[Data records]

---

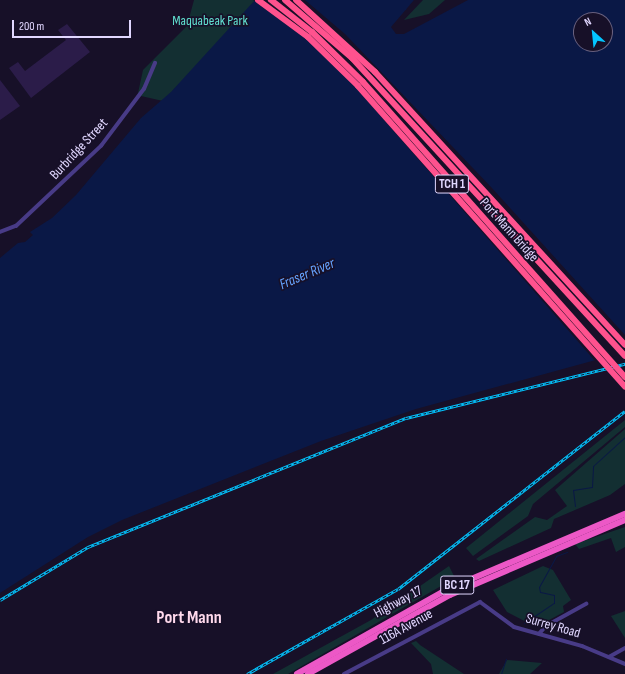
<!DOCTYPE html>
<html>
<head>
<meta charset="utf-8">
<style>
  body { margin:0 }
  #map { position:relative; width:625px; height:674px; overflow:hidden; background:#171028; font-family:"Sofia Sans Condensed",sans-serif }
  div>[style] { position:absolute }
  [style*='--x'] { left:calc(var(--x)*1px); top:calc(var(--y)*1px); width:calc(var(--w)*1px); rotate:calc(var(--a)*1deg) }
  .green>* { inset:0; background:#132f32 }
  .water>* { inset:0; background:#0a1846 }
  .pier>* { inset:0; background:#171028 }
  .stream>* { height:1px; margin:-0.5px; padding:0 0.5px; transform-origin:0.5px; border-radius:0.5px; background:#0a1846 }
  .building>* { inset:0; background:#2b1c49 }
  .minor>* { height:3.5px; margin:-1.75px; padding:0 1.75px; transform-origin:1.75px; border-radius:1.75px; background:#483b87 }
  .tertiary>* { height:4px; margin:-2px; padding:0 2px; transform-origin:2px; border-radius:2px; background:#483b87 }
  .trunk>* { height:5.5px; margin:-2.75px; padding:0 2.75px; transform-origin:2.75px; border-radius:2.75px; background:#ec58c6 }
  .motorway>* { height:6px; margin:-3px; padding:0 3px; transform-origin:3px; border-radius:3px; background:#ff528e }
  .rail>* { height:2.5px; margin-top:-1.25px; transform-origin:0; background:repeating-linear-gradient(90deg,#171028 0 3px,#03c5ff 0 6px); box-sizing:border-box; border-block:1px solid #03c5ff }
  .motorway-bridge>* { height:6px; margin:-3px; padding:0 3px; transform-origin:3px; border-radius:3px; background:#ff528e }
  span { translate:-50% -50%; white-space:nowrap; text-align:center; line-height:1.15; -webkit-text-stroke:3.5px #171028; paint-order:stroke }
  .shield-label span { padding:1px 3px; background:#171028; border:1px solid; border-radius:3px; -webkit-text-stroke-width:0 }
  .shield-label { font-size:13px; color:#e1d7ff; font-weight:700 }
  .park-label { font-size:14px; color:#61e0d1 }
  .street-label { font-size:14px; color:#e1d7ff }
  .water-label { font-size:15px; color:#65a3ff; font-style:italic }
  .district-label { font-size:18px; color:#ffd9ec; font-weight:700 }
  .north { position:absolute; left:573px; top:12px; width:40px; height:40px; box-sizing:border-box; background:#171028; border:1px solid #68607e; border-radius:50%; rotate:333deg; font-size:11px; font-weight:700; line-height:16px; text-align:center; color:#e1d7ff }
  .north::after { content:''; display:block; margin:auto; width:14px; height:18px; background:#03c5ff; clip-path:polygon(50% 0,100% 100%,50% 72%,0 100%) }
  .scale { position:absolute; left:12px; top:20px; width:119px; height:18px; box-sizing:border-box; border:2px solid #e1d7ff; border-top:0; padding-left:5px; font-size:12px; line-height:14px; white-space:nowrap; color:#e1d7ff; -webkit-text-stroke:3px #171028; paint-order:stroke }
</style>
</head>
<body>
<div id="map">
  <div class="green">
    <div style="clip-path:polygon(194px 0,259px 0,163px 101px,141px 96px,138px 93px,143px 70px,187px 26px)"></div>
    <div style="clip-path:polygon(423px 0,445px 0,429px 14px,404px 20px)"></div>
    <div style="clip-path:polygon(625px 420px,625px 427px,533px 504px,528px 516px,473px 556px,466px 548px)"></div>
    <div style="clip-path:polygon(625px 429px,625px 484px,610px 495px,554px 519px,551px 528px,479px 561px,476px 559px,535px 517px,547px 520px,567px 506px,555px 490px)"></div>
    <div style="clip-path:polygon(625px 527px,625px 547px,616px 552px,611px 538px,579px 549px,575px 544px)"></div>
    <div style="clip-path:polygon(449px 566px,455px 578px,288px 674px,273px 674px,371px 620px)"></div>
    <div style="clip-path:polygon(543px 566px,553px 570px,571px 600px,563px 606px,564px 612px,536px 627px,507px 612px,493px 590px)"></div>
    <div style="clip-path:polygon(625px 611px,625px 638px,611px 616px)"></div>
    <div style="clip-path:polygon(416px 641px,420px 645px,464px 674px,433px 674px,431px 664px,411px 643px)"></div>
    <div style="clip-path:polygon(507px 660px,542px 663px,530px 674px,499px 674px)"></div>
  </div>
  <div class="water">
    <div style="clip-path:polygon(evenodd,255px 0,414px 0,391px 27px,396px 34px,404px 34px,468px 0,625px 0,625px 352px,416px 409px,321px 441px,122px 520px,88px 537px,0 593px,0 258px,18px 243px,25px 242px,33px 235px,30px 232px,52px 218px,76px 195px,141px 118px,171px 92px,255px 0,581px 20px,605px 20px,605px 44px,581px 44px,581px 20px)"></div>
  </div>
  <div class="pier">
    <div style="clip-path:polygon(253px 0,305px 0,345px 34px,491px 187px,625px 335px,625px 354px,595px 361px,356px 88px,306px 39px)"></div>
  </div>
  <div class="stream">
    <div style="--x:575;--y:506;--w:16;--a:-97"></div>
    <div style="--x:573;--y:490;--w:19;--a:-9"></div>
    <div style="--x:592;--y:487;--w:21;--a:-87"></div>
    <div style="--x:593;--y:466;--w:43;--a:-42.2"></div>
    <div style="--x:524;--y:623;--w:36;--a:-34"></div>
    <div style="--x:554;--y:603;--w:8;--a:-90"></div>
    <div style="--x:554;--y:595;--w:14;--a:-168"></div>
    <div style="--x:540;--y:592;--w:5;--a:-101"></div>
    <div style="--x:539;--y:587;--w:35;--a:-61"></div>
    <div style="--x:556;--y:556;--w:12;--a:-20"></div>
    <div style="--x:501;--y:674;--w:16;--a:-72"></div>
  </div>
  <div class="building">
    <div style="clip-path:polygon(67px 24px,90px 52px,31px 98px,9px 68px,18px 62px,25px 71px,66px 40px,58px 30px)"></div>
    <div style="clip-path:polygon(0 80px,20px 106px,0 120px)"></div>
  </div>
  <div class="minor">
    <div style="--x:0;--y:232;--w:17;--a:-21"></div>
    <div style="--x:16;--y:226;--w:117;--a:-43.3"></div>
    <div style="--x:101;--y:146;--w:71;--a:-53"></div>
    <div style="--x:144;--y:89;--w:28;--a:-67"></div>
    <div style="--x:539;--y:634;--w:11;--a:-49"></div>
    <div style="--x:546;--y:626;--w:46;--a:-28.8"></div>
    <div style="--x:609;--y:657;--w:18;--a:-29"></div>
  </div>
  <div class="tertiary">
    <div style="--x:344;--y:674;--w:154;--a:-27.9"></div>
    <div style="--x:480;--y:602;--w:42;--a:36.3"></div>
    <div style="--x:514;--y:627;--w:71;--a:15.6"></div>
    <div style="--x:582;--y:646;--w:47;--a:22.7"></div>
  </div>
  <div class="trunk">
    <div style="--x:297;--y:674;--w:173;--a:-29.4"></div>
    <div style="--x:448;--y:589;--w:192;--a:-23"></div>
    <div style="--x:308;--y:674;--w:162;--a:-29.1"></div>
    <div style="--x:450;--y:595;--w:190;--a:-23.2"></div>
  </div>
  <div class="motorway">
    <div style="--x:285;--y:0;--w:89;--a:40.9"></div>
    <div style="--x:352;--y:58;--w:404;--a:47.5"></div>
    <div style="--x:296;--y:0;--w:107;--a:42.3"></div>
    <div style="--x:375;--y:72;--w:370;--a:47.5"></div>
  </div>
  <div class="rail">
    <div style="--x:0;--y:600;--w:103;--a:-31.1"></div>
    <div style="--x:88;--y:547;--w:343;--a:-22.1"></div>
    <div style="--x:406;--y:418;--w:226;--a:-13.9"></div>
    <div style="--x:247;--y:674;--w:173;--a:-29.4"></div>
    <div style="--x:398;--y:589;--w:288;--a:-38.1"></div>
  </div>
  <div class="motorway-bridge">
    <div style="--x:258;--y:0;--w:62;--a:36.5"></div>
    <div style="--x:308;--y:37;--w:70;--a:44.4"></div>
    <div style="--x:358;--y:86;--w:402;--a:48.4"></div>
    <div style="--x:271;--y:0;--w:52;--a:38"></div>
    <div style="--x:312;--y:32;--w:71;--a:44.4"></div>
    <div style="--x:363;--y:82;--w:395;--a:48.4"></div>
  </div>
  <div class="shield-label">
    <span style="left:452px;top:184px">TCH 1</span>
    <span style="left:457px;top:585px">BC 17</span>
  </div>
  <div class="park-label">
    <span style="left:210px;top:21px">Maquabeak Park</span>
  </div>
  <div class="street-label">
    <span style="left:79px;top:149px;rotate:-47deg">Burbridge Street</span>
    <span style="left:509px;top:230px;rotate:48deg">Port Mann Bridge</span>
    <span style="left:398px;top:602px;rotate:-28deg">Highway 17</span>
    <span style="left:553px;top:626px;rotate:16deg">Surrey Road</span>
    <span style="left:406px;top:627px;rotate:-29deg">116A Avenue</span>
  </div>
  <div class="water-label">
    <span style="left:307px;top:274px;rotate:-23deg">Fraser River</span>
  </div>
  <div class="district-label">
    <span style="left:189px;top:618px">Port Mann</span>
  </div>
  <div class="north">N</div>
  <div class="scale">200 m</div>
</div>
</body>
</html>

---

Begin with the first line of the entries above and write out each line exactly, ending with the line containing "font-size:13px; color:#e1d7ff; font-weight:700". Leave out pictures.

<!DOCTYPE html>
<html>
<head>
<meta charset="utf-8">
<style>
  body { margin:0 }
  #map { position:relative; width:625px; height:674px; overflow:hidden; background:#171028; font-family:"Sofia Sans Condensed",sans-serif }
  div>[style] { position:absolute }
  [style*='--x'] { left:calc(var(--x)*1px); top:calc(var(--y)*1px); width:calc(var(--w)*1px); rotate:calc(var(--a)*1deg) }
  .green>* { inset:0; background:#132f32 }
  .water>* { inset:0; background:#0a1846 }
  .pier>* { inset:0; background:#171028 }
  .stream>* { height:1px; margin:-0.5px; padding:0 0.5px; transform-origin:0.5px; border-radius:0.5px; background:#0a1846 }
  .building>* { inset:0; background:#2b1c49 }
  .minor>* { height:3.5px; margin:-1.75px; padding:0 1.75px; transform-origin:1.75px; border-radius:1.75px; background:#483b87 }
  .tertiary>* { height:4px; margin:-2px; padding:0 2px; transform-origin:2px; border-radius:2px; background:#483b87 }
  .trunk>* { height:5.5px; margin:-2.75px; padding:0 2.75px; transform-origin:2.75px; border-radius:2.75px; background:#ec58c6 }
  .motorway>* { height:6px; margin:-3px; padding:0 3px; transform-origin:3px; border-radius:3px; background:#ff528e }
  .rail>* { height:2.5px; margin-top:-1.25px; transform-origin:0; background:repeating-linear-gradient(90deg,#171028 0 3px,#03c5ff 0 6px); box-sizing:border-box; border-block:1px solid #03c5ff }
  .motorway-bridge>* { height:6px; margin:-3px; padding:0 3px; transform-origin:3px; border-radius:3px; background:#ff528e }
  span { translate:-50% -50%; white-space:nowrap; text-align:center; line-height:1.15; -webkit-text-stroke:3.5px #171028; paint-order:stroke }
  .shield-label span { padding:1px 3px; background:#171028; border:1px solid; border-radius:3px; -webkit-text-stroke-width:0 }
  .shield-label { font-size:13px; color:#e1d7ff; font-weight:700 }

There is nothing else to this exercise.